From the listing below, copy each line that contains the word "with".

INFORMATION PROVIDED =
---

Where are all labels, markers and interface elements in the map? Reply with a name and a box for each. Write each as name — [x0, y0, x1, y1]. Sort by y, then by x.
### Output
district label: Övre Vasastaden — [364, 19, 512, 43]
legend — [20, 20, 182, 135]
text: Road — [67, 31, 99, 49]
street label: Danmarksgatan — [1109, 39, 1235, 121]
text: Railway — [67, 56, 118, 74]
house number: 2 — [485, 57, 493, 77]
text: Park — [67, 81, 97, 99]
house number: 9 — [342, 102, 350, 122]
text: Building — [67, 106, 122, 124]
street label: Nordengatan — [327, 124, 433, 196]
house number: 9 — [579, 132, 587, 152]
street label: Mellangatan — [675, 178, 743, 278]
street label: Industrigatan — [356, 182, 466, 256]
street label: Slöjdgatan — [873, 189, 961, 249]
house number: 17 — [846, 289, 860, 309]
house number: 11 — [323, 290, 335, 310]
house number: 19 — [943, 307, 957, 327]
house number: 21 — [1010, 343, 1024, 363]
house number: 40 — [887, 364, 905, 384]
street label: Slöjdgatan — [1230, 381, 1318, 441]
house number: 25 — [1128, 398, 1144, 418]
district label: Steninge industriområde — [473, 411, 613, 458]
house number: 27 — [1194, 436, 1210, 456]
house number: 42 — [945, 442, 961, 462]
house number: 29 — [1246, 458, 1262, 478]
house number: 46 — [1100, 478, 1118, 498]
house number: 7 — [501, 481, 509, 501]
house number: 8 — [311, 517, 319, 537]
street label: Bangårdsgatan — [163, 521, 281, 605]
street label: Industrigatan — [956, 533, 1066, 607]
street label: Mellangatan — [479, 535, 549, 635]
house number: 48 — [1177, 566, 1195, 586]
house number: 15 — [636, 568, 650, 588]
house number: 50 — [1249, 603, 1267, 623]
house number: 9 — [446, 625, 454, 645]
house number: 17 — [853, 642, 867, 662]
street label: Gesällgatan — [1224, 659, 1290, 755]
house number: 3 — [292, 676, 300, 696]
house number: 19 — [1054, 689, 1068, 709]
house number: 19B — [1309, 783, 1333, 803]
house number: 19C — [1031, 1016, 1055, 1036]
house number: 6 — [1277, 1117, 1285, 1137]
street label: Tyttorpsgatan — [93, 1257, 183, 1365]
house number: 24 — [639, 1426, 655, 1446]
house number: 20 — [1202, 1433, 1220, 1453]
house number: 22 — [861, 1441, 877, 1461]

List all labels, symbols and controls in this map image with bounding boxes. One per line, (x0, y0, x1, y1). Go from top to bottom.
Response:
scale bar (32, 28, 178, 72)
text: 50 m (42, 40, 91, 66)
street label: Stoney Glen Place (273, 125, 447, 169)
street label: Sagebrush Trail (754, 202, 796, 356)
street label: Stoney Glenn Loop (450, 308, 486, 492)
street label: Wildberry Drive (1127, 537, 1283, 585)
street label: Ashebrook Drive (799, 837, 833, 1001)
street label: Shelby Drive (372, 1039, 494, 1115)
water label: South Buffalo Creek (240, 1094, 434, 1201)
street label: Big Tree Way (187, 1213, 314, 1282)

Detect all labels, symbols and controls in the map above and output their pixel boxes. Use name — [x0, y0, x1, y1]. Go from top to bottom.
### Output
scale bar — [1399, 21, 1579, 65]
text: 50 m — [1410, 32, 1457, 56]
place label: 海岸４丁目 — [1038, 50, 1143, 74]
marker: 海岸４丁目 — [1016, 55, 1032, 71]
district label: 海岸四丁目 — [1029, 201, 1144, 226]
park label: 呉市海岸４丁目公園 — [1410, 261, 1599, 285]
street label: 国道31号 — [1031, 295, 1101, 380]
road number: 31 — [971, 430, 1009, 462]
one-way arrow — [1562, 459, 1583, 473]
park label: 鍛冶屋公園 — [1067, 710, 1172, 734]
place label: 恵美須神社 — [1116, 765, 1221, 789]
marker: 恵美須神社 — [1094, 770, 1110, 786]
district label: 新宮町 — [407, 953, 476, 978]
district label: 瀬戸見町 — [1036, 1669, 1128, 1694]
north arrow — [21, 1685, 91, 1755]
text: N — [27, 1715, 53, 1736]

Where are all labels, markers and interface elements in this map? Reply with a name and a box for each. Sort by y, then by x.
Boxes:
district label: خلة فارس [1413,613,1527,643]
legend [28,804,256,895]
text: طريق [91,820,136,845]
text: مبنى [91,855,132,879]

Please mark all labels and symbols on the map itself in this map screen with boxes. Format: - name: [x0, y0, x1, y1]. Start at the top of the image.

---

WRITTEN ANSWER =
Where are all labels, markers and interface elements in the map? Reply with a name and a box for each. Write each as name — [x0, y0, x1, y1]. Sort by y, then by x.
List all labels, symbols and controls in this map image with bounding boxes. One per line, (x0, y0, x1, y1). Go from top to bottom.
Where are all labels, markers and interface elements in this map? Reply with a name and a box for each. Sort by y, then by x.
Please mark all labels and symbols on the map itself in this map screen with boxes. Format: - name: [x0, y0, x1, y1]. Start at the top of the image.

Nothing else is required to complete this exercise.